• **SUPPLIED DATA**:

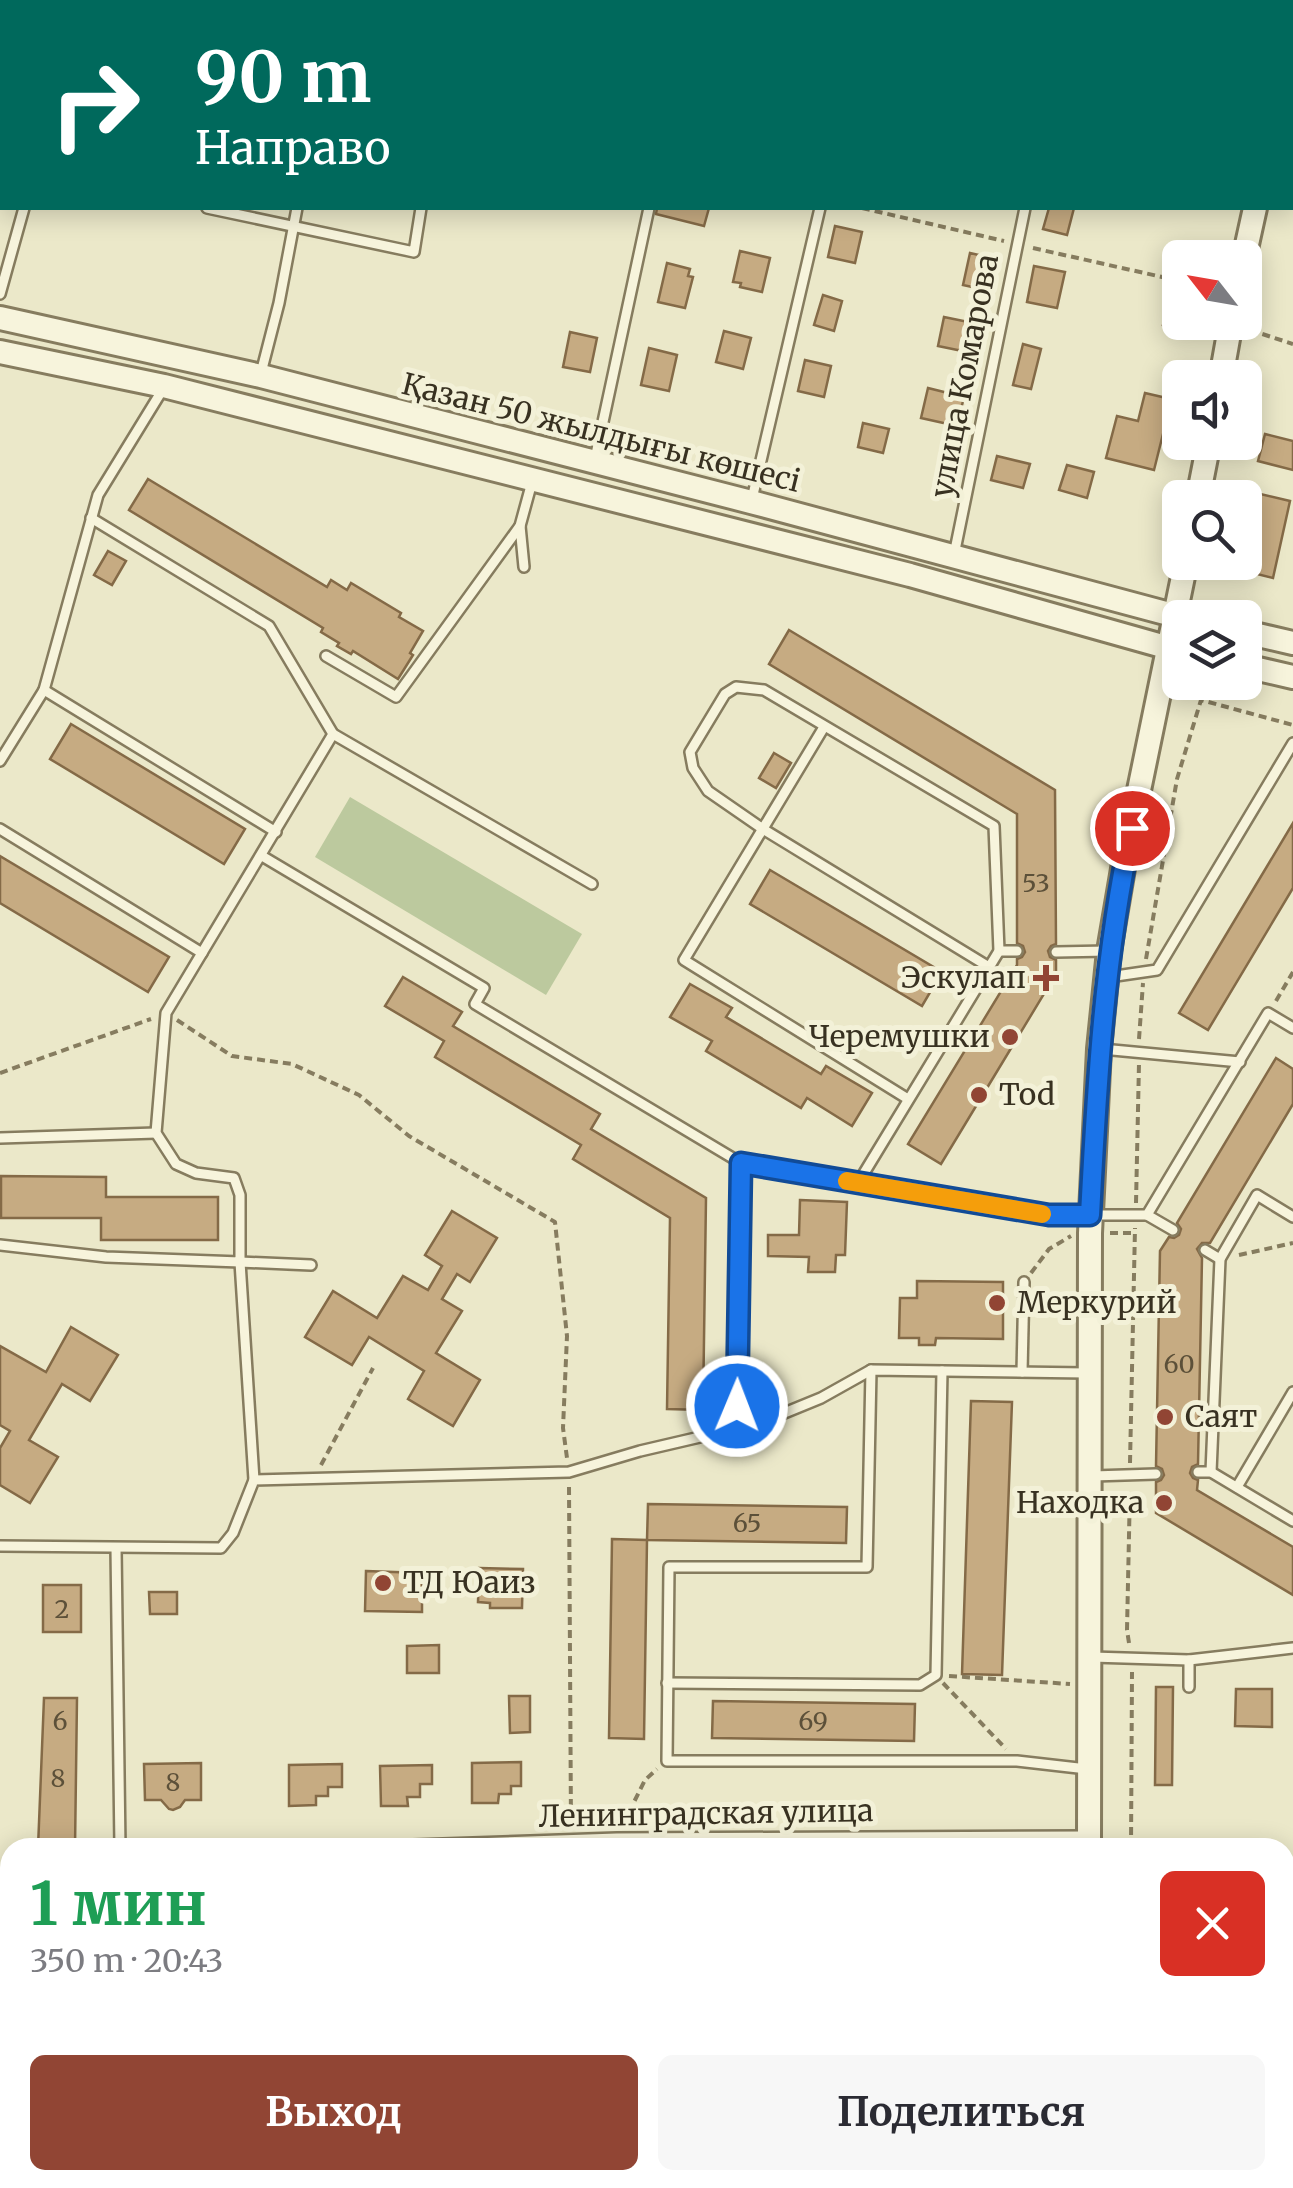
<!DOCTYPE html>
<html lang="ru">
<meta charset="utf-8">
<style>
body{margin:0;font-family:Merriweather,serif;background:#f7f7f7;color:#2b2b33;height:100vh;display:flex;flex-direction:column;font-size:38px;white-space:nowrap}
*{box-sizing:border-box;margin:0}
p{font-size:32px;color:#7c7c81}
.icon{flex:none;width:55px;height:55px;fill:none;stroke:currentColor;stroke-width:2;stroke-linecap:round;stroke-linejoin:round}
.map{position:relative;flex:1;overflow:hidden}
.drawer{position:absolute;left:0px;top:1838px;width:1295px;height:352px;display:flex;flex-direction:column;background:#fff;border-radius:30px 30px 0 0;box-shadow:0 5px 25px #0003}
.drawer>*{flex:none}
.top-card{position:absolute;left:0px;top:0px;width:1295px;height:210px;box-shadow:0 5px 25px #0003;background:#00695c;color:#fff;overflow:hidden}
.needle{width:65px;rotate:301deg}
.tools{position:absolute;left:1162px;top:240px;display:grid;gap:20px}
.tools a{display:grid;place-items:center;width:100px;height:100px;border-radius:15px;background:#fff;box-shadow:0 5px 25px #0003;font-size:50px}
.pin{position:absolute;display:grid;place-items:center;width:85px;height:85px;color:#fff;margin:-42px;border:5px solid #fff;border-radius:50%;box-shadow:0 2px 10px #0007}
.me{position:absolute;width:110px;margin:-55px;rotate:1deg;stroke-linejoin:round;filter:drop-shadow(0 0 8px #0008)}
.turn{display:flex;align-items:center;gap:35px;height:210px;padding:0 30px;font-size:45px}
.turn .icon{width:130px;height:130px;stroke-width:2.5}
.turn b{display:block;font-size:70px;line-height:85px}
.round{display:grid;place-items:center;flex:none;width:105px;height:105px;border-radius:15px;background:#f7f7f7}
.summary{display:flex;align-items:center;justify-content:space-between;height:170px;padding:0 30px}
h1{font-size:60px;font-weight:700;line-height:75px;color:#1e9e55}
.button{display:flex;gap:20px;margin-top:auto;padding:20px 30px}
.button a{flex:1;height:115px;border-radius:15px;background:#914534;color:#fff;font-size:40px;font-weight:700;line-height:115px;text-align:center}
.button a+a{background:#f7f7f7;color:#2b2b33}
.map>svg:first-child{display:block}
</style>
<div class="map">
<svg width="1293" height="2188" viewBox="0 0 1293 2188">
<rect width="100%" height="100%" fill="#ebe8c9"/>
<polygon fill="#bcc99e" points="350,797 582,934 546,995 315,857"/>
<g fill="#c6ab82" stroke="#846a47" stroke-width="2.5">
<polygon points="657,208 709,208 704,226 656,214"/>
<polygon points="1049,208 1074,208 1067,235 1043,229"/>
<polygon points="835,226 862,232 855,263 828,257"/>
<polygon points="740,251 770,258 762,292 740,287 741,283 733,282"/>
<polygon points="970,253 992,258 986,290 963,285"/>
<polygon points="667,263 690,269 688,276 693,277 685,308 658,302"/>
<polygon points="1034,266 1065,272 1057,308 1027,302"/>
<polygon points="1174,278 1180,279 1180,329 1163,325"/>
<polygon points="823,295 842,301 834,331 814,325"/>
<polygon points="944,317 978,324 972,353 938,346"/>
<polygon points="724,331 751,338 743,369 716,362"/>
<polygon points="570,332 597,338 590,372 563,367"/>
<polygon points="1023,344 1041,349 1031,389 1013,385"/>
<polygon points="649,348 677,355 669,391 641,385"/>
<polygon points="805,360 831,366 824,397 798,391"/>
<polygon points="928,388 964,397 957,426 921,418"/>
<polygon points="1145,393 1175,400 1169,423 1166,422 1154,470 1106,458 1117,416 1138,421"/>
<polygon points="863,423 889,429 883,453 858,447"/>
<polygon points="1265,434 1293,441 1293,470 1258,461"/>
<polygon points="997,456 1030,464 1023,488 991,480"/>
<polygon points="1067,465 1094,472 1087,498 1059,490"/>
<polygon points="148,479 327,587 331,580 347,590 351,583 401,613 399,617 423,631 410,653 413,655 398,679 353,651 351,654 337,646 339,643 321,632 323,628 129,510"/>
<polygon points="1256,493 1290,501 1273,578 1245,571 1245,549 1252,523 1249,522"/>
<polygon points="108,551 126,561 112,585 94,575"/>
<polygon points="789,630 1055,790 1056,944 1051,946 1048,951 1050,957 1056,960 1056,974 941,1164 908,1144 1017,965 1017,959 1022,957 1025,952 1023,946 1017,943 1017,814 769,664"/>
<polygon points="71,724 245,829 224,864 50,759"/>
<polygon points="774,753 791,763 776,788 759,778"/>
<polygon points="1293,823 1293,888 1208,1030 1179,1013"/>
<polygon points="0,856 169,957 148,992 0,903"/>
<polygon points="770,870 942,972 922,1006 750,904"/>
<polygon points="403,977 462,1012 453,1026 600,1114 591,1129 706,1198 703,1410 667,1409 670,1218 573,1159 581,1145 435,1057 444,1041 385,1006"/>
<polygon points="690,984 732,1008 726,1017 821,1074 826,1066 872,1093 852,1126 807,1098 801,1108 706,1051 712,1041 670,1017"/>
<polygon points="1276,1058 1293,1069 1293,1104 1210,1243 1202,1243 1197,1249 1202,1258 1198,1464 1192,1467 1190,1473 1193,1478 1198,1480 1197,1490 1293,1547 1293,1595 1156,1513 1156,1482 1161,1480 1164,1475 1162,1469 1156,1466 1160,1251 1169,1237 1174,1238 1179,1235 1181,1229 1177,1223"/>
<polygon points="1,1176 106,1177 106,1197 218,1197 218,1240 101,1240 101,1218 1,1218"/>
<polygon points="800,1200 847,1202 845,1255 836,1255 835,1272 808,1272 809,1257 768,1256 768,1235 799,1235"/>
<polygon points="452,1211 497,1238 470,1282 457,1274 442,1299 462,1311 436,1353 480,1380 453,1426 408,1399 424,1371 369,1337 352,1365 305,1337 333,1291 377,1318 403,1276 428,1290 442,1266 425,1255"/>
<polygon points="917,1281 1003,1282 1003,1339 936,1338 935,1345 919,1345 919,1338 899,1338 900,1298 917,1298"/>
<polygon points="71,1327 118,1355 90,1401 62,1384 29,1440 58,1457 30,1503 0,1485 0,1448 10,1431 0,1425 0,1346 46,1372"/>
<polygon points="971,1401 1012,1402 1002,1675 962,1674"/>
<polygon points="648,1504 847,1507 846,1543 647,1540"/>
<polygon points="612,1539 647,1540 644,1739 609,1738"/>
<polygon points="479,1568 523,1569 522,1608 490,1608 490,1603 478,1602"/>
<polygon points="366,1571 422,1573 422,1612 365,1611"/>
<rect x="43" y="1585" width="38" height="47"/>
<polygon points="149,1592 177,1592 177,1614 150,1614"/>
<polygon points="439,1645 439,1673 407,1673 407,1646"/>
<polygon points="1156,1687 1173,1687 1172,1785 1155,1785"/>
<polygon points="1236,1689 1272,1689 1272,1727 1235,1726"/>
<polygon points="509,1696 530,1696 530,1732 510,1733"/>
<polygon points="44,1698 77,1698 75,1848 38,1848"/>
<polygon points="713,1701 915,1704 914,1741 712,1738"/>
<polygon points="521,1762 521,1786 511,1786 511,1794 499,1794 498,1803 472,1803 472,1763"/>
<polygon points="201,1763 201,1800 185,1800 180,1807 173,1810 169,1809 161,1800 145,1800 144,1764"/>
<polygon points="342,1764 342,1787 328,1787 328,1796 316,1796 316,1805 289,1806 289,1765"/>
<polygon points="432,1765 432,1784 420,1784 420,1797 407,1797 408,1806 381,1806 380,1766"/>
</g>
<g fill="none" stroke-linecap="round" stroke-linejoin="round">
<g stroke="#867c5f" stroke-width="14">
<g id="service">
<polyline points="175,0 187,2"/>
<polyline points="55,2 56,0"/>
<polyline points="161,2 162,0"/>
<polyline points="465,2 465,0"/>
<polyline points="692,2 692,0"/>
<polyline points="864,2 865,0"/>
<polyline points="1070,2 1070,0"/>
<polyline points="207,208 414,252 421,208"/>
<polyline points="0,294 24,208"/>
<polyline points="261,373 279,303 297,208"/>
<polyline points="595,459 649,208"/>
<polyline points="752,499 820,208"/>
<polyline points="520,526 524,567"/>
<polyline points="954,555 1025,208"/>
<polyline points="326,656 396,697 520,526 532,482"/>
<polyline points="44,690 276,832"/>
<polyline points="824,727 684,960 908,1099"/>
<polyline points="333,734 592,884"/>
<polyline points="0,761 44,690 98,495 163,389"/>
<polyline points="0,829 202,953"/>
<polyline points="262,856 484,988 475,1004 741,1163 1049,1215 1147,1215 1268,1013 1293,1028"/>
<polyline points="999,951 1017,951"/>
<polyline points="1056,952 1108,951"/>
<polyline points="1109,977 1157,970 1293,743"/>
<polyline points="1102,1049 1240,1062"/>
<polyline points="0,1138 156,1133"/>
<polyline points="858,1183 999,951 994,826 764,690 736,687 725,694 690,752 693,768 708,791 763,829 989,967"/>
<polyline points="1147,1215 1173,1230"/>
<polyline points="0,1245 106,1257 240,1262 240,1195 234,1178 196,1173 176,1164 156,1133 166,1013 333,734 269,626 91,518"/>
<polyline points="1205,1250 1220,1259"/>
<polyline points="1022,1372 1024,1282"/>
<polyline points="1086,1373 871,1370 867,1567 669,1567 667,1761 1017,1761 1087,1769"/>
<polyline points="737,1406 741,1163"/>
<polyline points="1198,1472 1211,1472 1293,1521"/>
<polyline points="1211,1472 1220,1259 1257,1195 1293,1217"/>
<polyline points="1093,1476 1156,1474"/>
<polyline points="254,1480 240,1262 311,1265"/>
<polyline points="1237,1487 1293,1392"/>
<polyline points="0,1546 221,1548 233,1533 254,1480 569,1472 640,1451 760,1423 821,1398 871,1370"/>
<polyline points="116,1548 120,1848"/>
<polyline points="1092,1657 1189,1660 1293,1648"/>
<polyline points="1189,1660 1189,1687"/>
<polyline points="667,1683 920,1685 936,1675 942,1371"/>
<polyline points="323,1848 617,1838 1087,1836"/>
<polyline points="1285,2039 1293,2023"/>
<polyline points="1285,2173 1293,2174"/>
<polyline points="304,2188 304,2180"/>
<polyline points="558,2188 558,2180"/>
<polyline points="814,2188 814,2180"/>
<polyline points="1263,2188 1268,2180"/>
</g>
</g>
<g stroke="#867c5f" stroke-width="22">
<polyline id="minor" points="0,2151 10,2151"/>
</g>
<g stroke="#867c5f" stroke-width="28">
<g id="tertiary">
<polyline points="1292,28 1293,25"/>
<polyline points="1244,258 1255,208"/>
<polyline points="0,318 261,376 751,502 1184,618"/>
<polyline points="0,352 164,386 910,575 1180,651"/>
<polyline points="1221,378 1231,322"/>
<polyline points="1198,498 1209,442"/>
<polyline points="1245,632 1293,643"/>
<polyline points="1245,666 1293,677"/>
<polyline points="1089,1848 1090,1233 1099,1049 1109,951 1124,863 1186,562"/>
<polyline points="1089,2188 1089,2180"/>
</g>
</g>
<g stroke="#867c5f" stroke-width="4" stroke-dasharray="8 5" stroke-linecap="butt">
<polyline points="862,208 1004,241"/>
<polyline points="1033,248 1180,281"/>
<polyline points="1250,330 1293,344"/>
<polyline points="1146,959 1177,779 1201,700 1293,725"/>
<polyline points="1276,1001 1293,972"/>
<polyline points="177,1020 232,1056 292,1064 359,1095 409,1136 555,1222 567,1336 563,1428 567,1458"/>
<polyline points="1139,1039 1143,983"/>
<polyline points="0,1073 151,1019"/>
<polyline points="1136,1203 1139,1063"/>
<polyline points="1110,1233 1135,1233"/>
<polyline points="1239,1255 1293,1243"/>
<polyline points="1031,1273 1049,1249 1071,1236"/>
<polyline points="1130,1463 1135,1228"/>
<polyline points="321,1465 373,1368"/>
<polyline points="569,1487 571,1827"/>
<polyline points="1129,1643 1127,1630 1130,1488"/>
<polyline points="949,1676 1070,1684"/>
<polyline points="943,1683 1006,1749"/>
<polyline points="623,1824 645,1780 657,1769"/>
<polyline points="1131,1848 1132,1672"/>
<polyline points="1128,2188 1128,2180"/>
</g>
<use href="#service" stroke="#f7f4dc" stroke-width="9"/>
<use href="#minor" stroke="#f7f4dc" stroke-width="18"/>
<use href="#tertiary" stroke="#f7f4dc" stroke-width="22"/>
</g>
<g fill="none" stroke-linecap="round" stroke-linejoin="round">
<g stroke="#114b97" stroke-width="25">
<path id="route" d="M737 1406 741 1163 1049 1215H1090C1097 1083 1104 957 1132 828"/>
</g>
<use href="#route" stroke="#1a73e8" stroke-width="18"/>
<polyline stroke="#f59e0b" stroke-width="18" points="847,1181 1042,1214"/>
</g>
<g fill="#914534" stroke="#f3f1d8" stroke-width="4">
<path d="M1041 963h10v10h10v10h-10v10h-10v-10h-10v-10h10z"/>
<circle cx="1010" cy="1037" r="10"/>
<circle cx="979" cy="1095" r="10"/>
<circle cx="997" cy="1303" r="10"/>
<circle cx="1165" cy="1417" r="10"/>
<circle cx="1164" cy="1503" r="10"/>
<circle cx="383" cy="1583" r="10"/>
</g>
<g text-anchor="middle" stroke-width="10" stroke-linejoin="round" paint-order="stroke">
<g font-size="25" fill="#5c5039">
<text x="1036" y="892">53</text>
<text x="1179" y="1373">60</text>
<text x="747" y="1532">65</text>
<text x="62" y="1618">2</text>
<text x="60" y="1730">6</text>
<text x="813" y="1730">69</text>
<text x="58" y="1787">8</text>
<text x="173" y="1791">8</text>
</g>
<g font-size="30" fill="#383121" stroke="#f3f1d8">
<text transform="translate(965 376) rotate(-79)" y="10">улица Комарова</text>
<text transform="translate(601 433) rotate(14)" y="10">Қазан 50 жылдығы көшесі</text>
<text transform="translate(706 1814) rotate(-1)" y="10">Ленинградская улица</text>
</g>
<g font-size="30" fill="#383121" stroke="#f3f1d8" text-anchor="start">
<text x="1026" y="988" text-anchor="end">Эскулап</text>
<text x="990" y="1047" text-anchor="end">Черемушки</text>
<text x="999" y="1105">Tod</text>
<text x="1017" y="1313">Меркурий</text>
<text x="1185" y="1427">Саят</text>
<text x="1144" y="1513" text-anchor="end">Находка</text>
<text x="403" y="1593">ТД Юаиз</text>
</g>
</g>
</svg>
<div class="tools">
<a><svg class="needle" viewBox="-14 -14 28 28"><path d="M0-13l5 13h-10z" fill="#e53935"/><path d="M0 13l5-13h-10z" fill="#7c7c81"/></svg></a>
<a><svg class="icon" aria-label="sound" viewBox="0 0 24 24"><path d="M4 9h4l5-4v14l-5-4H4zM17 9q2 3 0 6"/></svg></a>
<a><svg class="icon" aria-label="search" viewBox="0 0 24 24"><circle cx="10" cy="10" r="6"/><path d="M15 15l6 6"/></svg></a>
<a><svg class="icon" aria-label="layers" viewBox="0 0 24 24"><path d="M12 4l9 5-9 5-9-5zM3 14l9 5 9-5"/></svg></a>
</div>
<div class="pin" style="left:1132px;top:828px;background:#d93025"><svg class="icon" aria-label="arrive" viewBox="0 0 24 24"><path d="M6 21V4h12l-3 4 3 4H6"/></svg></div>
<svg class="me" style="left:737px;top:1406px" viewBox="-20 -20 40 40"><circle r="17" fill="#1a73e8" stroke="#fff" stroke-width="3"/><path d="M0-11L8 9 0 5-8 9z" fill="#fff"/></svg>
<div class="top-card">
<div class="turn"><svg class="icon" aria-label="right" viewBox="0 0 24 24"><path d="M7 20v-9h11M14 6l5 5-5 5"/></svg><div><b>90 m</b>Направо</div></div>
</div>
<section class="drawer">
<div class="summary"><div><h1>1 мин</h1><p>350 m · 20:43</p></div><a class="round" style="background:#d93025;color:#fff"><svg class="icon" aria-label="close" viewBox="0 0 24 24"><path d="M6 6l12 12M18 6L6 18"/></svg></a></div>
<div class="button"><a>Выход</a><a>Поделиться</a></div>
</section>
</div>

• **TASK REQUIREMENTS**:
In the records above, find every line with the word "absolute" and copy it.

• **TASK SOLUTION**:
.drawer{position:absolute;left:0px;top:1838px;width:1295px;height:352px;display:flex;flex-direction:column;background:#fff;border-radius:30px 30px 0 0;box-shadow:0 5px 25px #0003}
.top-card{position:absolute;left:0px;top:0px;width:1295px;height:210px;box-shadow:0 5px 25px #0003;background:#00695c;color:#fff;overflow:hidden}
.tools{position:absolute;left:1162px;top:240px;display:grid;gap:20px}
.pin{position:absolute;display:grid;place-items:center;width:85px;height:85px;color:#fff;margin:-42px;border:5px solid #fff;border-radius:50%;box-shadow:0 2px 10px #0007}
.me{position:absolute;width:110px;margin:-55px;rotate:1deg;stroke-linejoin:round;filter:drop-shadow(0 0 8px #0008)}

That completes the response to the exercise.